Please give back every entry in full, word for word, but none of the pictures.

(Stored data)
-=-=-=-=-

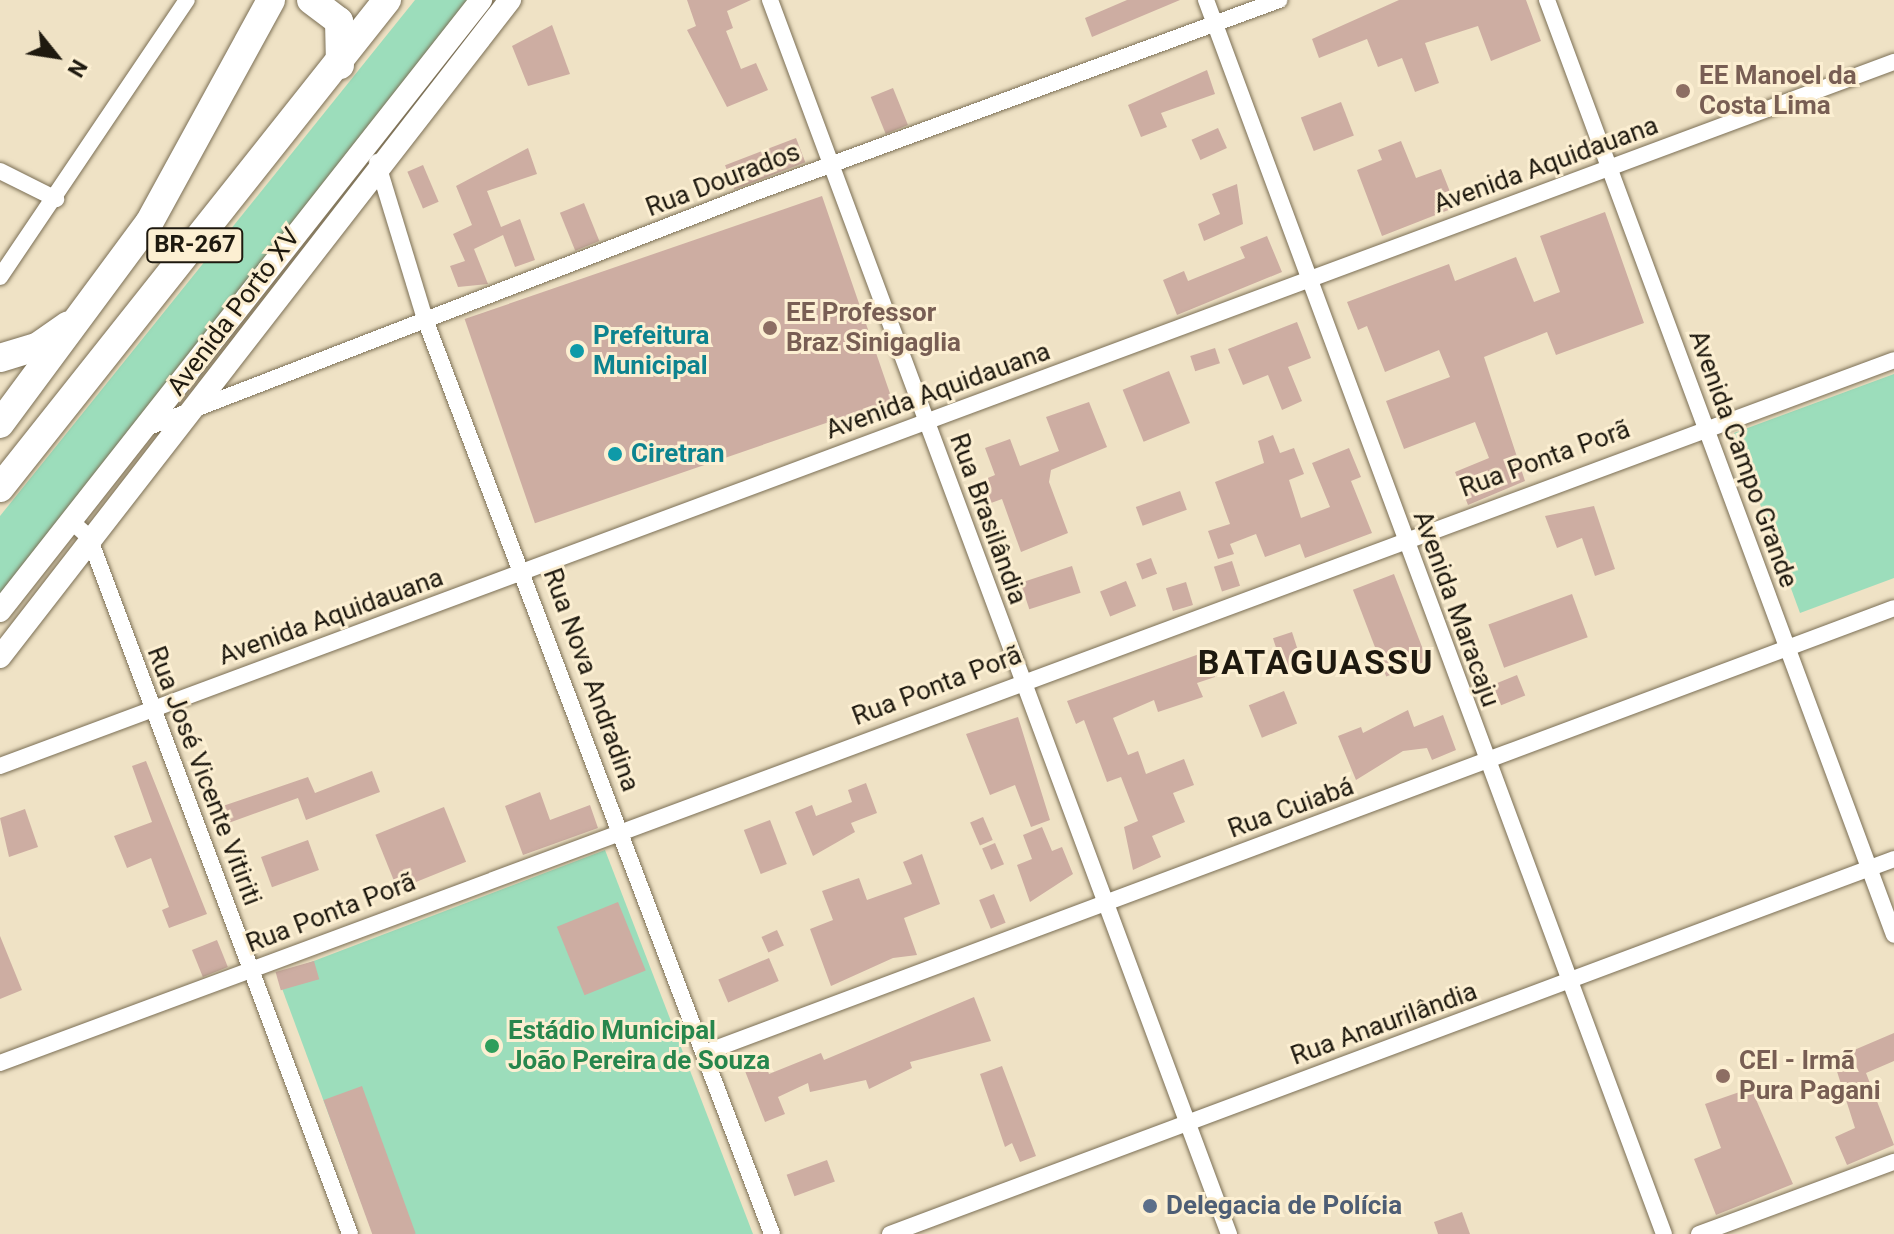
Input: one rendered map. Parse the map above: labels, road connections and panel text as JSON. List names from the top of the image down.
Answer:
{
  "streets": {
    "highway": ["BR-267"],
    "street": [
      "Avenida Aquidauana",
      "Rua Dourados",
      "Avenida Porto XV",
      "Rua Ponta Porã",
      "Avenida Campo Grande",
      "Rua Brasilândia",
      "Avenida Maracaju",
      "Rua Nova Andradina",
      "Rua José Vicente Vitiriti",
      "Rua Cuiabá",
      "Rua Anaurilândia"
    ]
  },
  "crossings": [
    ["Avenida Aquidauana", "Avenida Campo Grande"],
    ["Avenida Aquidauana", "Rua Brasilândia"],
    ["Avenida Aquidauana", "Avenida Maracaju"],
    ["Avenida Aquidauana", "Rua Nova Andradina"],
    ["Avenida Aquidauana", "Rua José Vicente Vitiriti"],
    ["Rua Dourados", "Avenida Porto XV"],
    ["Rua Dourados", "Rua Brasilândia"],
    ["Rua Dourados", "Avenida Maracaju"],
    ["Rua Dourados", "Rua Nova Andradina"],
    ["Avenida Porto XV", "Rua Nova Andradina"],
    ["Avenida Porto XV", "Rua José Vicente Vitiriti"],
    ["Rua Ponta Porã", "Avenida Campo Grande"],
    ["Rua Ponta Porã", "Rua Brasilândia"],
    ["Rua Ponta Porã", "Avenida Maracaju"],
    ["Rua Ponta Porã", "Rua Nova Andradina"],
    ["Rua Ponta Porã", "Rua José Vicente Vitiriti"],
    ["Avenida Campo Grande", "Rua Cuiabá"],
    ["Avenida Campo Grande", "Rua Anaurilândia"],
    ["Rua Brasilândia", "Rua Cuiabá"],
    ["Rua Brasilândia", "Rua Anaurilândia"],
    ["Avenida Maracaju", "Rua Cuiabá"],
    ["Avenida Maracaju", "Rua Anaurilândia"],
    ["Rua Nova Andradina", "Rua Cuiabá"]
  ],
  "districts": ["BATAGUASSU"],
  "places": [
    "EE Manoel da Costa Lima",
    "EE Professor Braz Sinigaglia",
    "Prefeitura Municipal",
    "Ciretran",
    "Estádio Municipal João Pereira de Souza",
    "CEI - Irmã Pura Pagani",
    "Delegacia de Polícia"
  ],
  "north": "bottom right"
}
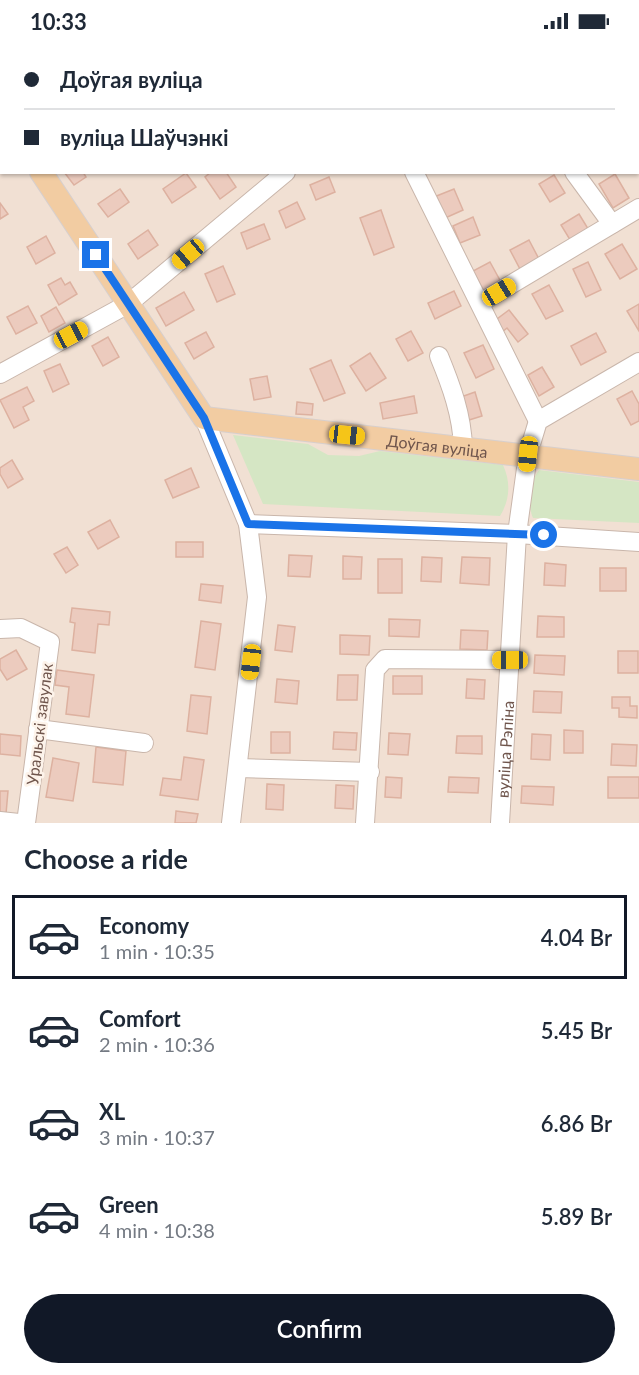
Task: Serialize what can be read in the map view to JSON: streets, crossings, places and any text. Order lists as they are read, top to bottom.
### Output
{
  "streets": {
    "main road": ["Доўгая вуліца"],
    "street": ["Уральскі завулак", "вуліца Рэпіна"]
  },
  "page": {
    "status": "10:33",
    "banner": ["Доўгая вуліца", "вуліца Шаўчэнкі"],
    "heading": "Choose a ride",
    "list": [
      {
        "name": "Economy",
        "note": "1 min · 10:35",
        "value": "4.04 Br"
      },
      {
        "name": "Comfort",
        "note": "2 min · 10:36",
        "value": "5.45 Br"
      },
      {
        "name": "XL",
        "note": "3 min · 10:37",
        "value": "6.86 Br"
      },
      {
        "name": "Green",
        "note": "4 min · 10:38",
        "value": "5.89 Br"
      }
    ],
    "buttons": "Confirm"
  }
}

-=-=-=-=-

REPLY:
Input: one rendered map. Parse the map above: labels, road connections and panel text as JSON. List names from the top of the image down.
Answer:
{
  "streets": {
    "highway": ["BR-267"],
    "street": [
      "Avenida Aquidauana",
      "Rua Dourados",
      "Avenida Porto XV",
      "Rua Ponta Porã",
      "Avenida Campo Grande",
      "Rua Brasilândia",
      "Avenida Maracaju",
      "Rua Nova Andradina",
      "Rua José Vicente Vitiriti",
      "Rua Cuiabá",
      "Rua Anaurilândia"
    ]
  },
  "crossings": [
    ["Avenida Aquidauana", "Avenida Campo Grande"],
    ["Avenida Aquidauana", "Rua Brasilândia"],
    ["Avenida Aquidauana", "Avenida Maracaju"],
    ["Avenida Aquidauana", "Rua Nova Andradina"],
    ["Avenida Aquidauana", "Rua José Vicente Vitiriti"],
    ["Rua Dourados", "Avenida Porto XV"],
    ["Rua Dourados", "Rua Brasilândia"],
    ["Rua Dourados", "Avenida Maracaju"],
    ["Rua Dourados", "Rua Nova Andradina"],
    ["Avenida Porto XV", "Rua Nova Andradina"],
    ["Avenida Porto XV", "Rua José Vicente Vitiriti"],
    ["Rua Ponta Porã", "Avenida Campo Grande"],
    ["Rua Ponta Porã", "Rua Brasilândia"],
    ["Rua Ponta Porã", "Avenida Maracaju"],
    ["Rua Ponta Porã", "Rua Nova Andradina"],
    ["Rua Ponta Porã", "Rua José Vicente Vitiriti"],
    ["Avenida Campo Grande", "Rua Cuiabá"],
    ["Avenida Campo Grande", "Rua Anaurilândia"],
    ["Rua Brasilândia", "Rua Cuiabá"],
    ["Rua Brasilândia", "Rua Anaurilândia"],
    ["Avenida Maracaju", "Rua Cuiabá"],
    ["Avenida Maracaju", "Rua Anaurilândia"],
    ["Rua Nova Andradina", "Rua Cuiabá"]
  ],
  "districts": ["BATAGUASSU"],
  "places": [
    "EE Manoel da Costa Lima",
    "EE Professor Braz Sinigaglia",
    "Prefeitura Municipal",
    "Ciretran",
    "Estádio Municipal João Pereira de Souza",
    "CEI - Irmã Pura Pagani",
    "Delegacia de Polícia"
  ],
  "north": "bottom right"
}
Task: Serialize what can be read in the map view to JSON: streets, crossings, places and any text. Order lists as they are read, top to bottom.
### Output
{
  "streets": {
    "main road": ["Доўгая вуліца"],
    "street": ["Уральскі завулак", "вуліца Рэпіна"]
  },
  "page": {
    "status": "10:33",
    "banner": ["Доўгая вуліца", "вуліца Шаўчэнкі"],
    "heading": "Choose a ride",
    "list": [
      {
        "name": "Economy",
        "note": "1 min · 10:35",
        "value": "4.04 Br"
      },
      {
        "name": "Comfort",
        "note": "2 min · 10:36",
        "value": "5.45 Br"
      },
      {
        "name": "XL",
        "note": "3 min · 10:37",
        "value": "6.86 Br"
      },
      {
        "name": "Green",
        "note": "4 min · 10:38",
        "value": "5.89 Br"
      }
    ],
    "buttons": "Confirm"
  }
}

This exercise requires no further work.